**WORK REQUIRED:** Show each line of the records in which the word "Avenue" occurs.

((

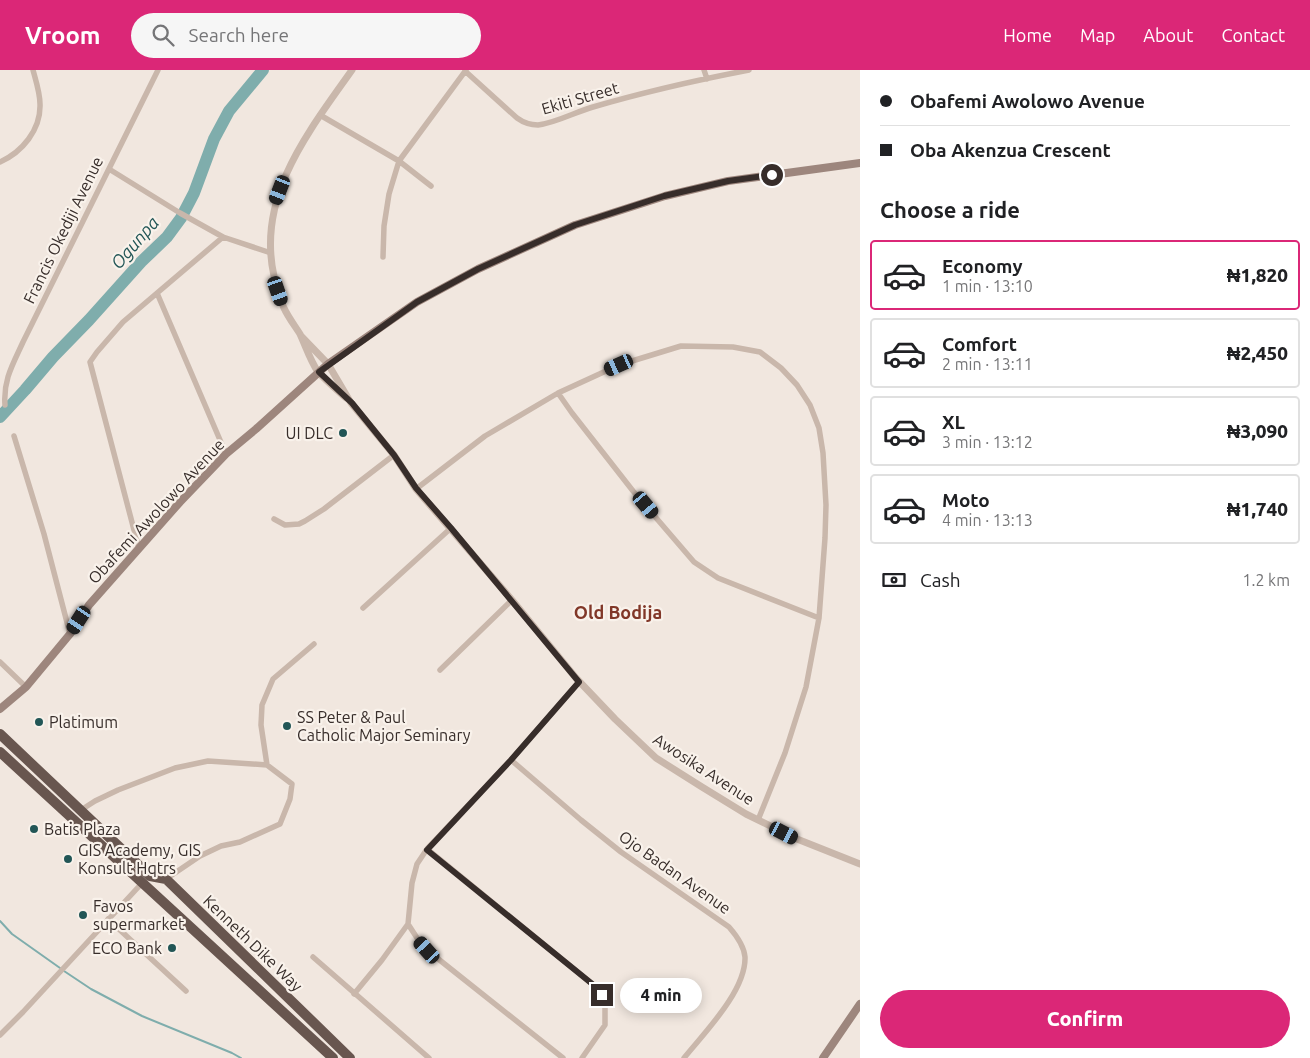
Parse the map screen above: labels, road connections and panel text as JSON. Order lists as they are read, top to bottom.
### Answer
{
  "streets": {
    "highway": ["Kenneth Dike Way"],
    "main road": ["Obafemi Awolowo Avenue"],
    "street": [
      "Ekiti Street",
      "Francis Okediji Avenue",
      "Awosika Avenue",
      "Ojo Badan Avenue"
    ]
  },
  "crossings": [
    ["Obafemi Awolowo Avenue", "Awosika Avenue"]
  ],
  "districts": ["Old Bodija"],
  "water": ["Ogunpa"],
  "places": [
    "UI DLC",
    "Platimum",
    "SS Peter & Paul Catholic Major Seminary",
    "Batis Plaza",
    "GIS Academy, GIS Konsult Hqtrs",
    "Favos supermarket",
    "ECO Bank"
  ],
  "page": {
    "header": "Vroom",
    "search": "Search here",
    "nav": [
      "Home",
      "Map",
      "About",
      "Contact"
    ],
    "banner": ["Obafemi Awolowo Avenue", "Oba Akenzua Crescent"],
    "heading": "Choose a ride",
    "list": [
      {
        "name": "Economy",
        "note": "1 min · 13:10",
        "value": "₦1,820"
      },
      {
        "name": "Comfort",
        "note": "2 min · 13:11",
        "value": "₦2,450"
      },
      {
        "name": "XL",
        "note": "3 min · 13:12",
        "value": "₦3,090"
      },
      {
        "name": "Moto",
        "note": "4 min · 13:13",
        "value": "₦1,740"
      }
    ],
    "pay": ["Cash", "1.2 km"],
    "bubble": "4 min",
    "buttons": "Confirm"
  }
}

))

**WRITTEN SOLUTION:**
    "main road": ["Obafemi Awolowo Avenue"],
      "Francis Okediji Avenue",
      "Awosika Avenue",
      "Ojo Badan Avenue"
    ["Obafemi Awolowo Avenue", "Awosika Avenue"]
    "banner": ["Obafemi Awolowo Avenue", "Oba Akenzua Crescent"],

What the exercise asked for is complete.